In Myrtle Beach as of 2026, short-term rentals are legal but tightly regulated: owners must obtain a city business license, operate only in permitted zoning districts (mostly Resort Residential and RMV corridors, not traditional R-zoned neighborhoods), keep each stay under 90 days, collect a combined 10% lodging tax, and comply with new rules that cap conversions between short-term and long-term uses in key coastal blocks. Violations can draw fines up to $500 per offense and possibly criminal penalties.

Core definition and zoning rules

In Myrtle Beach code, any occupancy shorter than 90 days is treated as a short-term rental, which triggers licensing, tax, and zoning rules separate from standard landlord-tenant law. This threshold applies whether the booking is on platform-based marketplaces such as Airbnb/VRBO or handled directly by the owner.

  • Short-term rentals are generally prohibited in most traditional residential zoning districts (standard R-designations) unless the district is specifically RMV ("Residential Multifamily Visitor").
  • Permitted districts include Resort Residential (RR), Limited Industrial (LI), and selected RMV corridors, which are concentrated along the main tourist-corridor strips east of Kings Highway.
  • High-density, non-residential areas like hotel strips and mixed-use downtown pockets are largely preserved for short-term use; the city has in recent years tightened what can be converted to long-term rentals in these zones.
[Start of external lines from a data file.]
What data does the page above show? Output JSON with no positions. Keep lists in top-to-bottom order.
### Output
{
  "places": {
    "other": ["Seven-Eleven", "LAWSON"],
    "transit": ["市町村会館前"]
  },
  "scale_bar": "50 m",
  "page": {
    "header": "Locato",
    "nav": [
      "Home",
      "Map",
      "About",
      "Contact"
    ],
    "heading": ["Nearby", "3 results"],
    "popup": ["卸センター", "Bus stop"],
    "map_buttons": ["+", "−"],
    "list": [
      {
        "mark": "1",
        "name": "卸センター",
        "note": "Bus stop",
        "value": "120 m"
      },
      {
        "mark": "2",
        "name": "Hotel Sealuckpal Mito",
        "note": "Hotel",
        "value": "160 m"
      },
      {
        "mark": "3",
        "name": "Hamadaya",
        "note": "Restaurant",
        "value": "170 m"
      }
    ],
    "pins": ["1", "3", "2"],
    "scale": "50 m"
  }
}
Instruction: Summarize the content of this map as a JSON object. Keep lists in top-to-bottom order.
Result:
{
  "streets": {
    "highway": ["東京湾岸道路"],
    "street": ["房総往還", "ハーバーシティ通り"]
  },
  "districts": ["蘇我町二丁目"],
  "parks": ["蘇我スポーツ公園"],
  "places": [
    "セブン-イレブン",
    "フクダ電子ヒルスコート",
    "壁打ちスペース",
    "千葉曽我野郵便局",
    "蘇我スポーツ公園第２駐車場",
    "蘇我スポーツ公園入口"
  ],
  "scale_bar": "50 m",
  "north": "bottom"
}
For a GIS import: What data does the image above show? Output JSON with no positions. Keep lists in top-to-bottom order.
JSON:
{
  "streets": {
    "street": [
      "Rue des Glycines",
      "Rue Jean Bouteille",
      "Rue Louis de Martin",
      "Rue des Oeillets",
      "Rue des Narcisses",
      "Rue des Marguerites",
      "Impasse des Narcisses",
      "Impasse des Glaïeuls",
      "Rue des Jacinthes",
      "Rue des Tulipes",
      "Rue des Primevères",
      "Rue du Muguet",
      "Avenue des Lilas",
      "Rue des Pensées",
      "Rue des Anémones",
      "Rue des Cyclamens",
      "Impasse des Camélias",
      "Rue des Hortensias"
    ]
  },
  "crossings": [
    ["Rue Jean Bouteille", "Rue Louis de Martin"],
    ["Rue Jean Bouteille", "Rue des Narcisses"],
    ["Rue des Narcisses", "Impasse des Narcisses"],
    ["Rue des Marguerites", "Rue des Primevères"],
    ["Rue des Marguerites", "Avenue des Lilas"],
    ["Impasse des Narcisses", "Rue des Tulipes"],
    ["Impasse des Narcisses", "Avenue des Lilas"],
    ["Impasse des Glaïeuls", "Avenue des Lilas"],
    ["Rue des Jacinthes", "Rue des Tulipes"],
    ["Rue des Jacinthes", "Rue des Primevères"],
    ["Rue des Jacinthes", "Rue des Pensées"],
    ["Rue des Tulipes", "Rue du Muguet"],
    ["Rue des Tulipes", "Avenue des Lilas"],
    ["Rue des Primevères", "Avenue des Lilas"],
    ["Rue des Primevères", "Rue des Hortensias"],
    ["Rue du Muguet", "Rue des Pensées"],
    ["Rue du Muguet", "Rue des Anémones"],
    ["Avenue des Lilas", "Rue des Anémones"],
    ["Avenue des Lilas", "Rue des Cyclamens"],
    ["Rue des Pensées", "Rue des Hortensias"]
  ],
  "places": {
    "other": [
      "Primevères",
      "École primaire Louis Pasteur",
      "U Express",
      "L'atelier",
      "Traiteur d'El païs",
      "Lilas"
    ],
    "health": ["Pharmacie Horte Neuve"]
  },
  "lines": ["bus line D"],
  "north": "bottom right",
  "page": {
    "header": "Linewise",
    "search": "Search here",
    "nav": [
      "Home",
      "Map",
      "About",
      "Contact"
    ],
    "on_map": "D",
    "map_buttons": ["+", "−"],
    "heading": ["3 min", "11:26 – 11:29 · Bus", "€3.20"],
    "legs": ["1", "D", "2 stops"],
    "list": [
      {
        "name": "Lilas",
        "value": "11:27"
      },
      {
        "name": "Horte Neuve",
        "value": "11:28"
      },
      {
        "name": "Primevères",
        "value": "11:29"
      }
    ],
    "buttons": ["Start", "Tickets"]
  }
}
Historically, by 2024 the city had fewer than 30 grandfathered homes in purely residential zones that were allowed to keep operating as short-term rentals because they had been continuously used that way before the restrictive zoning took full effect. New residential developments in classic R-zones are effectively closed to new short-term conversions.

Licensing, permits, and annual compliance

Every Myrtle Beach short-term owner must first secure a city business license tied to the property's gross receipts, with fees scaled so large, multi-unit buildings pay more than single-family homes. The application is available online via the City Council / Business License Division web portal, but paper submissions in person at the City Services Building (921 North Oak Street) remain valid.

The licensing workflow in 2026 is effectively a four-step checklist that most operators follow each year:

  1. Submit a completed business-license application with proof of ownership, floor plan, and evidence the property meets fire-code and occupancy standards.
  2. Register for state and local tax accounts (South Carolina Department of Revenue for state lodging tax, plus Myrtle Beach Business License Division for the local accommodation tax).
  3. Collect a combined 10% lodging tax (7% state plus 3% local) on all short-term bookings and remit it quarterly or monthly depending on volume.
  4. Renew the city business license annually before expiration, updating any change in ownership, unit count, or management agent.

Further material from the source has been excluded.